Mindfulness is the basis of many meditation and yoga practices, and essentially refers to the intentional, purposeful act of being present, without judgment, through a gentle, neutral sense of observation of what is happening in the now.
The idea is to develop your capacity to sit with what is coming up for you with curiosity and acceptance, without needing to hang onto it, feed it, or follow it down the rabbit hole into distress. It is not about “clearing your mind”, zoning out or blissfully dissociating, but about being more present to whatever comes. It is about noticing what shows up, acknowledging it from a different place inside you, then allowing it to take a backseat or float past as you redirect yourself back to an anchor in the now.
Quite often, suffering is created when we are so close to our thoughts, feelings, memories, ego, roles, and body sensations that we cannot distinguish between them and ourselves.
Mindfulness is about being more connected and anchored with Self as a way of being present to your internal experience, your surroundings, your pain, and others. It has been said that you have a body, thoughts and emotions, but that you are in fact of these – that you are instead the Self, the consciousness, that can track and observe these things. It is about finding YOU in the midst of all the noise.
If you have struggled with mindfulness practices previously, there is nothing wrong with you. There is a reason why these practices may have been challenging for you, and it is not a sign of failure on your part. In fact, many people struggle with being present and being in their bodies, especially those who are experiencing anxiety or trauma.
Yoga and meditation instructors may or may not be trained in anxiety or trauma, or in therapy in general, and may be missing a deeper understanding of how mindfulness can sometimes do more harm than good without the proper safeguards in place. Slowing down can indeed be difficult, especially if you are someone who has learned through traumatic or overwhelming experiences to avoid being present, as a way of coping with high emotional arousal or pain. As a result of such experiences, you may find that yoga or meditation lead to either of the following outcomes:
- Triggering fight/flight energy: You find yourself becoming more aware of intense emotions, disturbing thoughts, painful memories or traumatic material, and leave meditation or yoga practice feeling overwhelmed, highly charged, triggered, and distressed, never to return or needing to vent to feel better. Any awareness of primal, self-protective urges might feel “unenlightened” and these might be further repressed, when in fact the body is seeking to release them.
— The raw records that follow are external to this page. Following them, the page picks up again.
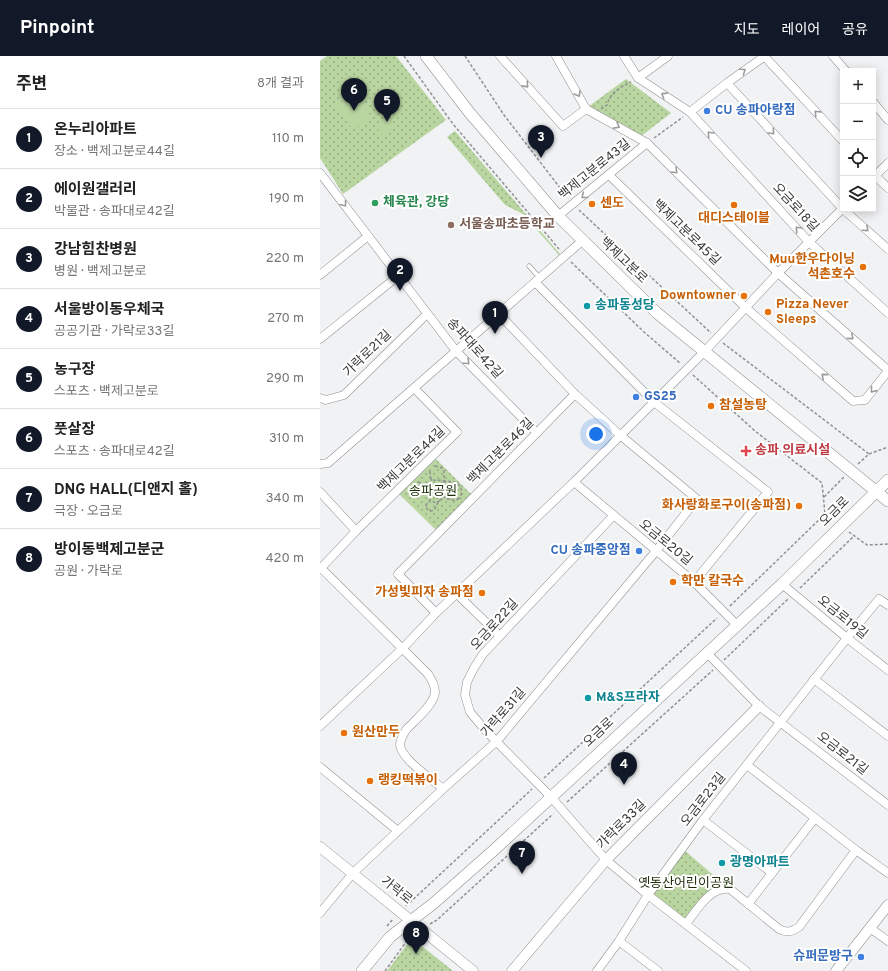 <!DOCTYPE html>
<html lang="ko">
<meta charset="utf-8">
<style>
body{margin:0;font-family:Overpass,"Noto Sans KR",sans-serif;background:#f6f6f6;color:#222}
.controls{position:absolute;right:12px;top:12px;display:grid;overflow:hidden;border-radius:0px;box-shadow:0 2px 10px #0003}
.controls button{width:36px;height:36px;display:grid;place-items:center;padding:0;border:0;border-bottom:1px solid #e0e0e0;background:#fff;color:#222;font:20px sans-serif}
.you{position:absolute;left:276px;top:378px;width:14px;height:14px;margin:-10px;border:3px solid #fff;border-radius:50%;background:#1a73e8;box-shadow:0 0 0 6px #1a73e833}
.badge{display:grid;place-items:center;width:26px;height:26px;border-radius:50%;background:#111827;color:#fff;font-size:13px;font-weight:700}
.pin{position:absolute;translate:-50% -33px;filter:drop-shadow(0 1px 2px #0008)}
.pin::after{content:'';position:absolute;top:21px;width:14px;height:12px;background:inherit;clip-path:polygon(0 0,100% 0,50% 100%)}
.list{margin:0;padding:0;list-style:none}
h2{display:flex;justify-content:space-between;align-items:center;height:52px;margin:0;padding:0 16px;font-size:17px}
h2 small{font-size:13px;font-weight:400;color:#767676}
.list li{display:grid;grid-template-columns:26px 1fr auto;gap:12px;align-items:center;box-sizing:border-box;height:60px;padding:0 16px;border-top:1px solid #e0e0e0}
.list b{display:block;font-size:15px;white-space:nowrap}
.list p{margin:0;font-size:13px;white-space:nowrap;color:#767676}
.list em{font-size:13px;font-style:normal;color:#767676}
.icon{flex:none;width:22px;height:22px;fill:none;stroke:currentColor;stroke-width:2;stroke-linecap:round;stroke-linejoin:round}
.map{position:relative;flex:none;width:568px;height:915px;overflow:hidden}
header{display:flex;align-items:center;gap:24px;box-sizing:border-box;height:56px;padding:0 20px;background:#111827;color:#fff}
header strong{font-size:19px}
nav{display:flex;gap:22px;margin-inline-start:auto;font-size:14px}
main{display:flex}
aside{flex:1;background:#fff}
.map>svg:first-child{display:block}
.park{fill:url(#park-dots)}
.pitch{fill:#b9d5a0}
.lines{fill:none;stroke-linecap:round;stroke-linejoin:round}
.service-casing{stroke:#8f9092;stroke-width:5}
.minor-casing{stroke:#8f9092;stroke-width:9}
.tertiary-casing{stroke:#8f9092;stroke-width:11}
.secondary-casing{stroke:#8f9092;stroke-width:12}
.path{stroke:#909092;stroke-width:1.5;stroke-dasharray:3 2;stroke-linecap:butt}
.service{stroke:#fff;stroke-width:4}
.minor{stroke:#fff;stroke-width:8}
.tertiary{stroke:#fff;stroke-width:10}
.secondary{stroke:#fff;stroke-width:11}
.oneway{stroke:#9c9c9c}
.shop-dot{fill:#3f7fe0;stroke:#fff;stroke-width:1.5}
.leisure-dot{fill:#2e9e5b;stroke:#fff;stroke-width:1.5}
.food-dot{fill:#e8710a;stroke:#fff;stroke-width:1.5}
.education-dot{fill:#8d6e63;stroke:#fff;stroke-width:1.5}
.culture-dot{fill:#0f9aa8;stroke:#fff;stroke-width:1.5}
.health-dot{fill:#e0444e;stroke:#fff;stroke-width:1.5}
.labels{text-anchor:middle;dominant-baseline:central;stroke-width:4;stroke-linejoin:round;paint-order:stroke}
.shop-label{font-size:13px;font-weight:bold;fill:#366cbe;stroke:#fff;text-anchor:start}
.street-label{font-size:13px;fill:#39393a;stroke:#fff}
.leisure-label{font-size:13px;font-weight:bold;fill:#27864d;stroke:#fff;text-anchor:start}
.food-label{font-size:13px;font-weight:bold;fill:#c56008;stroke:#fff;text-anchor:start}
.education-label{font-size:13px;font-weight:bold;fill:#785e54;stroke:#fff;text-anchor:start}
.culture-label{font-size:13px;font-weight:bold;fill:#0d838f;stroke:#fff;text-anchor:start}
.health-label{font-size:13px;font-weight:bold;fill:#be3a42;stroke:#fff;text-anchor:start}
.park-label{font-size:13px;fill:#1f300c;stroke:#fff}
</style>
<header>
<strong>Pinpoint</strong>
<nav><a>지도</a><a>레이어</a><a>공유</a></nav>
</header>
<main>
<aside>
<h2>주변<small>8개 결과</small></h2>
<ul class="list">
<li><span class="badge">1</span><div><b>온누리아파트</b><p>장소 · 백제고분로44길</p></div><em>110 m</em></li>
<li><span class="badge">2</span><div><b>에이원갤러리</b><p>박물관 · 송파대로42길</p></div><em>190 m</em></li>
<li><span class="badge">3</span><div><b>강남힘찬병원</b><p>병원 · 백제고분로</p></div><em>220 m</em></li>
<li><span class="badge">4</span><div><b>서울방이동우체국</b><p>공공기관 · 가락로33길</p></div><em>270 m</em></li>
<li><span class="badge">5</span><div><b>농구장</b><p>스포츠 · 백제고분로</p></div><em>290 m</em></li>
<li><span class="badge">6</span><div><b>풋살장</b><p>스포츠 · 송파대로42길</p></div><em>310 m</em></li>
<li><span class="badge">7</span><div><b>DNG HALL(디앤지 홀)</b><p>극장 · 오금로</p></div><em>340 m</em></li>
<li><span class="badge">8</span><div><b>방이동백제고분군</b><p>공원 · 가락로</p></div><em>420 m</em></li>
</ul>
</aside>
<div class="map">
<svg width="568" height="915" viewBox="0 0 568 915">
<defs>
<pattern id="park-dots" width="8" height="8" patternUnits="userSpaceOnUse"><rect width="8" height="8" fill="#b9d5a0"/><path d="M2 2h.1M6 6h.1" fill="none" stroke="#97ae83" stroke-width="1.8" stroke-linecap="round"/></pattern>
</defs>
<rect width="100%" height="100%" fill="#f1f2f4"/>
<g class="park">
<polygon points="7,0 76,0 126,64 23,138 0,102 0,5"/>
<polygon points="306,23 351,57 320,81 268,51"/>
<polygon points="135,75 240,198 239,199 203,158 185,149 127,81"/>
<polygon points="113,400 154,441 119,477 76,435"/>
<polygon points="363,793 406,830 401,829 394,833 366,865 329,837"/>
<polygon points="92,882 133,915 67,915"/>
</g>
<g class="pitch">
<polygon points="34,37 51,60 33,74 16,50"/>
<polygon points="69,61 76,71 63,80 56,71"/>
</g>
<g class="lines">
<g class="service-casing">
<polyline id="service" points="209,210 220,222"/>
</g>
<g class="minor-casing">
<g id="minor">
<polyline points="180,0 243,70 266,53"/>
<polyline points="236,0 266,53"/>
<polyline points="304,0 318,22 370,56 489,186 568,257"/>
<polyline points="513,0 526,15"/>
<polyline points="445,1 523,85"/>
<polyline points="318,22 348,0"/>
<polyline points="407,27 523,153"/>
<polyline points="553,46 568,64"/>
<polyline points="266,53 327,87 458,217 568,314"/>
<polyline points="370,56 407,27 445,0"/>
<polyline points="0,117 136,295 217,377"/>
<polyline points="553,118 568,132"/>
<polyline points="289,119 426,252 533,345 545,344 568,315"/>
<polyline points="553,122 568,107"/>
<polyline points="523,153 568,193"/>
<polyline points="238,160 327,87"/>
<polyline points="0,219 48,180"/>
<polyline points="215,226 334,346 448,436 374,526"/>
<polyline points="0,283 78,220"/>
<polyline points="0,342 6,344 24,339 107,258"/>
<path d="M 0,408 L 8,407 C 93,333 177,259 262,185"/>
<polyline points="254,426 374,526 417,569"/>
<polyline points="0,436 36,475"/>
<polyline points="293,460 163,598 154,612 147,626 145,639 150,656 166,675 231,741 286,804 328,839 426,915"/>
<path d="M 0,511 L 108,618 C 112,624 115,629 115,636 C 115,648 94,665 86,674 C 83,679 80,684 80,689 C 82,704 112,723 123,733"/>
<polyline points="1,512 37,474 137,376 94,332"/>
<polyline points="462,528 527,582 568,614"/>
<polyline points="137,538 180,580"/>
<polyline points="116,557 78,518 255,338"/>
<polyline points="387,597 439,650 568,749"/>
<polyline points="494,623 568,680"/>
<polyline points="0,670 83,592 116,557 254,426 384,296 458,217 523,152"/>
<polyline points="427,709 536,794 568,817"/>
<polyline points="0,711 78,775"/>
<polyline points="383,764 452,817"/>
<polyline points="428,848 495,762"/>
<polyline points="0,857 33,817 123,733 177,685 336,495 377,443 300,379 255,338 178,257"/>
<path d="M 366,868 C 377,854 390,830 410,833 L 459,873 C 467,877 471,876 479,871 L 536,794"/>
<polyline points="550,872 568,885"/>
<polyline points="299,885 338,915"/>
<polyline points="277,915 299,885 328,839 383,764 527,582 559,543 568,549"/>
</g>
</g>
<g class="tertiary-casing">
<g id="tertiary">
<polyline points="0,791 153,915"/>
<polyline points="192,915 286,804 439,650"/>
<polyline points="516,915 568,849"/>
</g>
</g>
<g class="secondary-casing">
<g id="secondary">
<polyline points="106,0 149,56 238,160 337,257 568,445"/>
<polyline points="42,915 70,881 114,847 174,794 462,528 568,424"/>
</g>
</g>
<g class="path">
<polyline points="84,0 133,68 239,193"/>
<polyline points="145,0 184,59 247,141"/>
<path d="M 281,53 L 287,49 C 290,37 300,31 311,26"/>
<polyline points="334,82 363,61"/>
<polyline points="259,154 391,277"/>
<polyline points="251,206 324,276 361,308"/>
<polyline points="403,287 549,398"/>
<polyline points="373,319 435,375 502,427 505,458 513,464"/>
<polyline points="538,408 549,398 568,391"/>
<path d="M 115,410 L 122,412 L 124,415 L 124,425 C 128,426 130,425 134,426 C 141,428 143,435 140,442 L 141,443"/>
<path d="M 110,415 C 109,429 117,422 124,425 L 125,428 L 123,435 L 125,441 C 130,445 135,445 140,442"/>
<polyline points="98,426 106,429 112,423"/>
<path d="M 106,429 C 110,435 116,439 119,445 L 116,447 L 110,444 L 106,449 L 107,453 L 111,455 L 114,454 L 119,445 L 125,441"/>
<polyline points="504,441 524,421"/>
<polyline points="529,476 547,489 568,488"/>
<polyline points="480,532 534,480"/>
<polyline points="410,550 505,458"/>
<polyline points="404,604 468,543"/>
<polyline points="224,722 397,562"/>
<polyline points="247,746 393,614"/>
<polyline points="86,850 212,733"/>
<polyline points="110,868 117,864 233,758"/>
<polyline points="67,870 73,863"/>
<polyline points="65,915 89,882 93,879"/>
</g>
<use href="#service" class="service"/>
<use href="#minor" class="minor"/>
<use href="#tertiary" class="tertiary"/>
<use href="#secondary" class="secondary"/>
</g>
<defs><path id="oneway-chevron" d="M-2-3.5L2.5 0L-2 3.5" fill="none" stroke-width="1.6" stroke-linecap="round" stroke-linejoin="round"/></defs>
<g class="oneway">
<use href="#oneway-chevron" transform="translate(423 15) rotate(-35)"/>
<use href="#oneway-chevron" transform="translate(206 29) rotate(48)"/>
<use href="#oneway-chevron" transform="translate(258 38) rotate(60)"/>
<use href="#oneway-chevron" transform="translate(344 39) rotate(-147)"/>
<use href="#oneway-chevron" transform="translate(497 57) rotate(-133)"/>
<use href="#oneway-chevron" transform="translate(297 70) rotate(29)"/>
<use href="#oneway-chevron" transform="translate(452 76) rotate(47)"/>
<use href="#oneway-chevron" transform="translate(390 78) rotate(-133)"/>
<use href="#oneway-chevron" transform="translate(355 115) rotate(45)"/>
<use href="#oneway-chevron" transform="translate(264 140) rotate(141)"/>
<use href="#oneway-chevron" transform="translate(24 148) rotate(53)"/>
<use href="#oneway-chevron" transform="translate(478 173) rotate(-133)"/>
<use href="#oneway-chevron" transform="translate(546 173) rotate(42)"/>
<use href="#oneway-chevron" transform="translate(531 281) rotate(41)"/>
<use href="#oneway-chevron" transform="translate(147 306) rotate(45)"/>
<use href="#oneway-chevron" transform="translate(504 320) rotate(-139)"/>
<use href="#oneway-chevron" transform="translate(553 334) rotate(129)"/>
</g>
<g class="shop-dot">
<circle cx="387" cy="55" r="4"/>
<circle cx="316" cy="341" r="4"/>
<circle cx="319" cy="495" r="4"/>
<circle cx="541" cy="901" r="4"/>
</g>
<circle class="leisure-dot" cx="55" cy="147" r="4"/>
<g class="food-dot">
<circle cx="272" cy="148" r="4"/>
<circle cx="414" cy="149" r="4"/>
<circle cx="543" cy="211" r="4"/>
<circle cx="424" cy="240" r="4"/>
<circle cx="448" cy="256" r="4"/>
<circle cx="391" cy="350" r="4"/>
<circle cx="479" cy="450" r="4"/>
<circle cx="353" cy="526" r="4"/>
<circle cx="162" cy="537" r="4"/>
<circle cx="24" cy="677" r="4"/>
<circle cx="50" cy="725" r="4"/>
</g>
<circle class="education-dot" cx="131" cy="169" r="4"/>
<g class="culture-dot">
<circle cx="267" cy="250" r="4"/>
<circle cx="268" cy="642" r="4"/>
<circle cx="402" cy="807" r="4"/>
</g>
<path class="health-dot" d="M424 389h4v4h4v4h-4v4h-4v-4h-4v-4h4z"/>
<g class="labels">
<g class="shop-label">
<text x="395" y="55">CU 송파아랑점</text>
<text x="324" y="341">GS25</text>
<text x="311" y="495" text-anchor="end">CU 송파중앙점</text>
<text x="533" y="901" text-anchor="end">슈퍼문방구</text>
</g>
<g class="street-label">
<text transform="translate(275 114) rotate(-39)">백제고분로43길</text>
<text transform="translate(475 152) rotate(47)">오금로18길</text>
<text transform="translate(366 177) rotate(44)">백제고분로45길</text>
<text transform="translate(303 205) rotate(44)">백제고분로</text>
<text transform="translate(154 293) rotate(48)">송파대로42길</text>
<text transform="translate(48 298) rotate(-44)">가락로21길</text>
<text transform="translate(181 396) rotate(-45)">백제고분로46길</text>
<text transform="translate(92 404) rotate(-44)">백제고분로44길</text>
<text transform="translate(515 456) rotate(-45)">오금로</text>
<text transform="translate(345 487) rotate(39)">오금로20길</text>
<text transform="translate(522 562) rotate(39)">오금로19길</text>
<text transform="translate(175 569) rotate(-48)">오금로22길</text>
<text transform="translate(184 657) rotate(-49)">가락로31길</text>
<text transform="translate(279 677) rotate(-43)">오금로</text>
<text transform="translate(522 698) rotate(38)">오금로21길</text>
<text transform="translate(384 744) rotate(-52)">오금로23길</text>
<text transform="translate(302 769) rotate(-45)">가락로33길</text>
<text transform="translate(76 835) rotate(39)">가락로</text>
</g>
<g class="leisure-label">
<text x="63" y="147">체육관, 강당</text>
</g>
<g class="food-label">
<text x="280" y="148">센도</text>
<text x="414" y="163" text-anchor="middle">대디스테이블</text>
<text x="535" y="204" text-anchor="end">Muu한우다이닝<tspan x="535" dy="15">석촌호수</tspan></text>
<text x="416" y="240" text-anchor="end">Downtowner</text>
<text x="456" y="249">Pizza Never<tspan x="456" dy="15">Sleeps</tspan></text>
<text x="399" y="350">참설농탕</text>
<text x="471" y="450" text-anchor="end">화사랑화로구이(송파점)</text>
<text x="361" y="526">학만 칼국수</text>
<text x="154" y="537" text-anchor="end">가성빛피자 송파점</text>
<text x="32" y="677">원산만두</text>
<text x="58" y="725">랭킹떡볶이</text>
</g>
<g class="education-label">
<text x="139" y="169">서울송파초등학교</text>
</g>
<g class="culture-label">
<text x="275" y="250">송파동성당</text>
<text x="276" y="642">M&amp;S프라자</text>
<text x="410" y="807">광명아파트</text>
</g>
<g class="health-label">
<text x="435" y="395">송파 의료시설</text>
</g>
<g class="park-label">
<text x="113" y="436">송파공원</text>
<text x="366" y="828">옛동산어린이공원</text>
</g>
</g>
</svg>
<div class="controls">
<button>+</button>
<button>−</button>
<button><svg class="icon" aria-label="locate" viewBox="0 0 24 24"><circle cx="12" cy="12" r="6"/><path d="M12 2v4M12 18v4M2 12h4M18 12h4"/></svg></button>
<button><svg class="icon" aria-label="layers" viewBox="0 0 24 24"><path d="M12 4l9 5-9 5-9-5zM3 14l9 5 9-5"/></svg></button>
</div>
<div class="you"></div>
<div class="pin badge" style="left:175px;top:278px">1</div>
<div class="pin badge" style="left:80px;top:235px">2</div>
<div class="pin badge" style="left:221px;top:102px">3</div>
<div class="pin badge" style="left:304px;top:729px">4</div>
<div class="pin badge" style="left:67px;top:66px">5</div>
<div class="pin badge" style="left:34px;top:55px">6</div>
<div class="pin badge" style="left:202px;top:818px">7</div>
<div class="pin badge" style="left:96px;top:898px">8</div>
</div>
</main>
- Triggering a freeze response: You find yourself coping with the experience by disconnecting or dissociating from your body by staying in your head, zoning out, or numbing sensations. This may feel scary if you have a need to feel in control of yourself, or it may even feel pleasurable to be split off from painful things (avoidance or “spiritual bypass”). If your core identity is coupled with a deep sense of shame, the concept of mindful self-compassion may also trigger a sense of collapse or disconnect.
If you have not experienced trauma, but still find it difficult to slow down your mind, it can also be normal to feel discouraged or that you are “doing it wrong” at first, when you notice just how much noise there is inside.
Trauma-Sensitive Mindfulness
Practitioners at The Refuge teach the art of mindfulness in combination with the skills of grounding, containment, orienting (focusing on sensory information in the external environment instead of going inside your body) and titration (controlling how much distress you allow into your awareness, in small amounts until you settle and adapt), in order to gradually and safely build your capacity to remain present.
When you are able to observe our own internal and external experience from your centre, this place of neutral witness, with the right coping skills in place, you can come back to Self. There is then more space between you and what is causing you distress, space in which to have a different experience of the now, in which different possibilities may emerge.